## Analysis of Power Law of Participation

Rick Wash writes:

A colleague as USC (Lian Jian) and I were recently discussing a statistical analysis issue that both of us have run into recently.

We both mostly do research about how people use online interactive websites. One property that most of these systems have is known as the “powerlaw of participation” — the distribution of the number of contributions from each person follows a powerlaw. This mean that a few people contribution a TON and many, many people are in the “long tail” and contribute very rarely. For example, Facebook posts and twitter posts both have this distribution, as do comments on blogs and many other forms of user contribution online.

This distribution has proven to be a problem when we analyze individual behavior. The basic problem is that we’d like to account for the fact that we have repeated data from many users, but a large number of users only have 1 or 2 data points.
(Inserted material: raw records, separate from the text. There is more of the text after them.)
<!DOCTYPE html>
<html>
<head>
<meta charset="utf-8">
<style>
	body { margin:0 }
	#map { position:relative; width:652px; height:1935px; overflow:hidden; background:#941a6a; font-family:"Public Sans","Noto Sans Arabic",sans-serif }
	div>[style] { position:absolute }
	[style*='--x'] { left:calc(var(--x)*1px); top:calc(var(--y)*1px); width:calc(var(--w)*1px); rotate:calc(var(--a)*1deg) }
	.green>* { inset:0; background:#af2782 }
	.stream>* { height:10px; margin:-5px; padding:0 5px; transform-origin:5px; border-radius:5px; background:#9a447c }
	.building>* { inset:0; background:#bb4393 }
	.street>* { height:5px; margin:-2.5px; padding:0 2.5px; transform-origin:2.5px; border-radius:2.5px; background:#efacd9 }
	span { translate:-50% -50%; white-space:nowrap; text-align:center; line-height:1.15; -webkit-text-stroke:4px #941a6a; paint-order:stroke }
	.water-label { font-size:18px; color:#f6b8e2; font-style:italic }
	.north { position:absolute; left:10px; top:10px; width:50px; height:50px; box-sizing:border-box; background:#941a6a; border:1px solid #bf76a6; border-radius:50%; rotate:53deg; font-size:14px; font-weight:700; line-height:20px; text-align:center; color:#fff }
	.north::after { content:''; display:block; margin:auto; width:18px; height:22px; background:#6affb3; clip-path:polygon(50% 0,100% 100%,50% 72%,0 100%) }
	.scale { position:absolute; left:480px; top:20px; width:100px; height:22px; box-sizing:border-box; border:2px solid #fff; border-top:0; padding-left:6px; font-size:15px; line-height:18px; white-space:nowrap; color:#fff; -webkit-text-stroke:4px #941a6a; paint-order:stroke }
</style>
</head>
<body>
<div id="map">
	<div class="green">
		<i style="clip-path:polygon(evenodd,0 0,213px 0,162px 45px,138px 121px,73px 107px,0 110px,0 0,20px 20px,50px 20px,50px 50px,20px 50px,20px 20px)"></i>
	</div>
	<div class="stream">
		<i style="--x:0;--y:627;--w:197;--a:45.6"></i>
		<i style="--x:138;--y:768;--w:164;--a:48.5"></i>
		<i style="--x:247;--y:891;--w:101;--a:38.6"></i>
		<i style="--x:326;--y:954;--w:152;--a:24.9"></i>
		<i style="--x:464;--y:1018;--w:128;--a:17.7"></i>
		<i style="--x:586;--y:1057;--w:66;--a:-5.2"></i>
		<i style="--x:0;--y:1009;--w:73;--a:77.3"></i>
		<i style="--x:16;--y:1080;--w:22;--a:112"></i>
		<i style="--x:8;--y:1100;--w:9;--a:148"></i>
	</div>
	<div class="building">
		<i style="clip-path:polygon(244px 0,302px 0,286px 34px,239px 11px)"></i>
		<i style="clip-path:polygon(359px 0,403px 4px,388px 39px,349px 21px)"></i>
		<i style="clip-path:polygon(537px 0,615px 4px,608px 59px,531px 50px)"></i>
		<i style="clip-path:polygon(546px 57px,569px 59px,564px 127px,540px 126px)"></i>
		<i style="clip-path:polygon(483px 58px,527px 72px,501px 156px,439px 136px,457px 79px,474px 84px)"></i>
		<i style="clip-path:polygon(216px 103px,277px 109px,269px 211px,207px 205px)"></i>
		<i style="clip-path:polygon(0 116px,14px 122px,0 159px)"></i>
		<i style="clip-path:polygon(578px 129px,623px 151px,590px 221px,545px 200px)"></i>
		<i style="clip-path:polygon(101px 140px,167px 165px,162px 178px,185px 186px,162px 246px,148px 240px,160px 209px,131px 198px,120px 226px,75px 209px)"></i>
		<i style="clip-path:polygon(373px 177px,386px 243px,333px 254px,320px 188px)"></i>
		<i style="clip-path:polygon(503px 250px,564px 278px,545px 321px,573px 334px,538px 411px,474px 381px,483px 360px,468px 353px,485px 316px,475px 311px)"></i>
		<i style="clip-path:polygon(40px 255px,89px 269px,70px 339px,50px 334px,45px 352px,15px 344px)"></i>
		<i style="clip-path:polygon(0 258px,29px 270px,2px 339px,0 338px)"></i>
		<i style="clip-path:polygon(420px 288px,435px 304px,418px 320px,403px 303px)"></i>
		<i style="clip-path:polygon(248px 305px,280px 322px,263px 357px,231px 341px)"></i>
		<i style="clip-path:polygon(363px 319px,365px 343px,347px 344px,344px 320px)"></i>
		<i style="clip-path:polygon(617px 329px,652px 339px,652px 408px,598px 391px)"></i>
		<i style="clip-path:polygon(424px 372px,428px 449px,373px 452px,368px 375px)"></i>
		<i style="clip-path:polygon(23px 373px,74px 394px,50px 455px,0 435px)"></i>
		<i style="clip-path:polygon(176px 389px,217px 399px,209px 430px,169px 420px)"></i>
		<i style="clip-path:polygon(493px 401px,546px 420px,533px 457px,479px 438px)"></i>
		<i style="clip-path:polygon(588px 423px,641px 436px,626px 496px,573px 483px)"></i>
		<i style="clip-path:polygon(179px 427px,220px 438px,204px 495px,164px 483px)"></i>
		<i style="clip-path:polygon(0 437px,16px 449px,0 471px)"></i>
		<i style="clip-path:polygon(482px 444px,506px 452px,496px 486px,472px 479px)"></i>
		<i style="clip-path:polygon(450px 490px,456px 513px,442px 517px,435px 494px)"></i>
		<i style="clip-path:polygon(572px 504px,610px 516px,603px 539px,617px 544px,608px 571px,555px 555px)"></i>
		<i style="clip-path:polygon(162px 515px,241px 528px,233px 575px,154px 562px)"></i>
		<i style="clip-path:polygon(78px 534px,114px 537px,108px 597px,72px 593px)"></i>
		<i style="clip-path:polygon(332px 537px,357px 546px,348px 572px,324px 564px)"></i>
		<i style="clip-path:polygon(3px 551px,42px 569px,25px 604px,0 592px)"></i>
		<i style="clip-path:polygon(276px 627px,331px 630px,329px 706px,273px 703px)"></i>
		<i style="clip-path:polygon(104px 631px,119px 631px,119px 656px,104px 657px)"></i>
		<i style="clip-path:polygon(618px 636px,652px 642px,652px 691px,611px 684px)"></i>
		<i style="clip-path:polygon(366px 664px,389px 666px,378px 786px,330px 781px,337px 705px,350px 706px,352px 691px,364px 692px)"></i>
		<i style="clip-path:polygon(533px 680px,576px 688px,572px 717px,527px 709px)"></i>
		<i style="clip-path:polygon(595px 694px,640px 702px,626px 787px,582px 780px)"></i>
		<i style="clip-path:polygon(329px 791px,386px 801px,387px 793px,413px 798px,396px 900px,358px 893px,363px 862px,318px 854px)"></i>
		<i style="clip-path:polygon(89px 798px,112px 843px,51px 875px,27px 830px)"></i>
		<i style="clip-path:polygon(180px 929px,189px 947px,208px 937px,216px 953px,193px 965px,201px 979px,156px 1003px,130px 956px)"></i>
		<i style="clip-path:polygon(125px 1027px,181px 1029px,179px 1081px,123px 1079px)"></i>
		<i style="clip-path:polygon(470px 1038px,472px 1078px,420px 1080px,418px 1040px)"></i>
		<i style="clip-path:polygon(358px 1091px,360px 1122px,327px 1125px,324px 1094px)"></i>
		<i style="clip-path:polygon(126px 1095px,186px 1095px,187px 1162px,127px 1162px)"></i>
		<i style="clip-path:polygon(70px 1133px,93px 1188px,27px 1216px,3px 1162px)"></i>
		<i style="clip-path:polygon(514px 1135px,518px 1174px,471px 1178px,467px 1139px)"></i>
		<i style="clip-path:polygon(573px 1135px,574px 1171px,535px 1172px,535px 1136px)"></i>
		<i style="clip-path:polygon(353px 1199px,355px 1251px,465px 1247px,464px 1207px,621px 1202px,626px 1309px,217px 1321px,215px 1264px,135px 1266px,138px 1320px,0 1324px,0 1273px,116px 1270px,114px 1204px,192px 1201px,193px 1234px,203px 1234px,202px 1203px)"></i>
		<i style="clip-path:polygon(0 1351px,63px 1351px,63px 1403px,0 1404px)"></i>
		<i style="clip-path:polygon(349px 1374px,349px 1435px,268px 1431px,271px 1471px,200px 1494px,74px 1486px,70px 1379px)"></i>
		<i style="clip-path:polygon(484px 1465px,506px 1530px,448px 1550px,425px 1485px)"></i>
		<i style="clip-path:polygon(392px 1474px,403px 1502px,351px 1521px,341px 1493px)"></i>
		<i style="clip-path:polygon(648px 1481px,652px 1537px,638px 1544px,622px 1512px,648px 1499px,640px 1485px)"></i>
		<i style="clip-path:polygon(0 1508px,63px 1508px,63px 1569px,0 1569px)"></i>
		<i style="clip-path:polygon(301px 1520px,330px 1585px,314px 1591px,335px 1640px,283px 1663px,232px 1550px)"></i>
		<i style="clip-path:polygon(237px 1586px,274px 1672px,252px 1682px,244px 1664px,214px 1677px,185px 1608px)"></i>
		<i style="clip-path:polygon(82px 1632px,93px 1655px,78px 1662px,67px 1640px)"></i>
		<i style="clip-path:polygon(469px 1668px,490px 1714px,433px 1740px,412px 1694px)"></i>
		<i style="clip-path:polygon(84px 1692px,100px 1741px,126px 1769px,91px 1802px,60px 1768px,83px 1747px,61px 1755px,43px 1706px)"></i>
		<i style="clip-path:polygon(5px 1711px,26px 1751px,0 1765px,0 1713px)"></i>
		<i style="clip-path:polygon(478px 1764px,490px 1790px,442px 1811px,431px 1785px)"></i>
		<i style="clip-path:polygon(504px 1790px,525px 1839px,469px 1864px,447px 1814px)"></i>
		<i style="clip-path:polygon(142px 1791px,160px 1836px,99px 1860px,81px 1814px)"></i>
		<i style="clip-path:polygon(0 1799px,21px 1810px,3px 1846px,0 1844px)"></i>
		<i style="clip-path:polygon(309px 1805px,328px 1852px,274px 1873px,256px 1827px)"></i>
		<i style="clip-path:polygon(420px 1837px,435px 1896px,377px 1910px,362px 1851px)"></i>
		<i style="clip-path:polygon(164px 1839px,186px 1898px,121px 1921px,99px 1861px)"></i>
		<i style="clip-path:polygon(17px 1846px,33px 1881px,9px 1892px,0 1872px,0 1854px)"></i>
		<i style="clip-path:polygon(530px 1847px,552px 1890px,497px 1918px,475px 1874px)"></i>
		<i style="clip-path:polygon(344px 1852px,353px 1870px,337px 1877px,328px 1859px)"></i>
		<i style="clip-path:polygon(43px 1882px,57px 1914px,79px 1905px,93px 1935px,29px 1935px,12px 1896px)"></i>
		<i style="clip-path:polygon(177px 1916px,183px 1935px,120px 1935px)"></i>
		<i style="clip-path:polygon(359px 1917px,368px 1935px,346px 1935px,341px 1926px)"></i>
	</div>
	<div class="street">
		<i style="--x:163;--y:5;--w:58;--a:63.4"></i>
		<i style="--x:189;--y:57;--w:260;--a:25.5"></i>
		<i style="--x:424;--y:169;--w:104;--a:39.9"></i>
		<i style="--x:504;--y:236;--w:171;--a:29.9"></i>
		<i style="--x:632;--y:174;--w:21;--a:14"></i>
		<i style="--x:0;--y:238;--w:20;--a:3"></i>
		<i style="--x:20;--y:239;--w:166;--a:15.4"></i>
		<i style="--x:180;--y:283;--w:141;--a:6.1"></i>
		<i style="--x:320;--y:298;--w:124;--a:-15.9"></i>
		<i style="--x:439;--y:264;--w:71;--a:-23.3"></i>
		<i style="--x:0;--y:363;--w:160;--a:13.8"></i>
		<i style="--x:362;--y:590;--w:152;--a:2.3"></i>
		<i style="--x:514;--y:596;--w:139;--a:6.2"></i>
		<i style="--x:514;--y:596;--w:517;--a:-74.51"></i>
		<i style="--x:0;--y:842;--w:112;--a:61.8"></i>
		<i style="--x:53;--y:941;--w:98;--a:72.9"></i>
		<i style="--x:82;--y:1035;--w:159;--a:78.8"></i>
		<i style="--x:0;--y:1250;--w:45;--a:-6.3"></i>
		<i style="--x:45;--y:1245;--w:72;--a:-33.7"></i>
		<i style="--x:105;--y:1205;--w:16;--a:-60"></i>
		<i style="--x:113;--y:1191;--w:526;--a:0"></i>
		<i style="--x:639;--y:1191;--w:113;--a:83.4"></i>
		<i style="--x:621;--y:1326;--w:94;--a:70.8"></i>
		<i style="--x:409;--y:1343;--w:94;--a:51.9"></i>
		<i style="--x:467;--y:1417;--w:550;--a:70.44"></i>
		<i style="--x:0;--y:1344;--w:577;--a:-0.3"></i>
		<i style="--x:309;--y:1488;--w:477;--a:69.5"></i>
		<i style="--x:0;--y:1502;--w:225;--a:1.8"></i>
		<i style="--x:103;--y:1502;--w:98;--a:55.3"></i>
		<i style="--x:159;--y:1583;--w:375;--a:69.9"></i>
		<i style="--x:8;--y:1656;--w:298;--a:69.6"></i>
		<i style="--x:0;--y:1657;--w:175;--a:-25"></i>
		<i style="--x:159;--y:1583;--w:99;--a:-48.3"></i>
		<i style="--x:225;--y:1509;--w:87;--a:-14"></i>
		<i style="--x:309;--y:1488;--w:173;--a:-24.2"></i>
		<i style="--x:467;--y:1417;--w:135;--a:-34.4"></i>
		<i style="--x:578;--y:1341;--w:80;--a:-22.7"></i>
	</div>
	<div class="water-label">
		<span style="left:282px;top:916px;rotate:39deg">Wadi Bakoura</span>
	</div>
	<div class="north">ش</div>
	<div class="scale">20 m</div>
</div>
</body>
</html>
For example, Lian
recently analyzed data about monetary contributions on the website Spot.Us and in her dataset, over 70% of the contributions were the sole contribution of the contributor. One of my past analyses of tags on delicious.com found similar patterns, with large numbers of tags being used only once or twice.

How would you analyze this, taking advantage of the knowledge that some data points are the same individual? Some thoughts we’ve had:

1. Use a hierarchical model with contributions nested within people. (AKA use a random effect for people) But this has problems when the majority of people only have exactly one data point?

2. Only analyze the first contribution from each person. This is what Lian ended up doing with her Spot.Us data, but this is throwing away lots of valuable and interesting data. Indeed, with a powerlaw, a large percentage of the data points come from the few high
contributors.

3. Use a hierarchical model with contributions nested within people, but lump all of the “low contributors” into a single large category.

This is what I did for my analysis of delicious tagging data, but it was unsatisfying because the relationship between data points in that category is different than the relationship between data points in the other categories (which each represent one individual).

We find that this problem appears over and over in our research, and were wondering if you have any thoughts about how to address it intelligently.

My reply: Do option 1. It’s fine that the majority of people have exactly one data point. (Hey, sometimes my advice is less nuanced than you might expect!)

Also use some other predictors in your model. Here are some free ones:

- A person-level predictor which is the total number of contributions from that person. (Or maybe the logarithm or reciprocal of this total number or will work better as a predictor in a linear model.)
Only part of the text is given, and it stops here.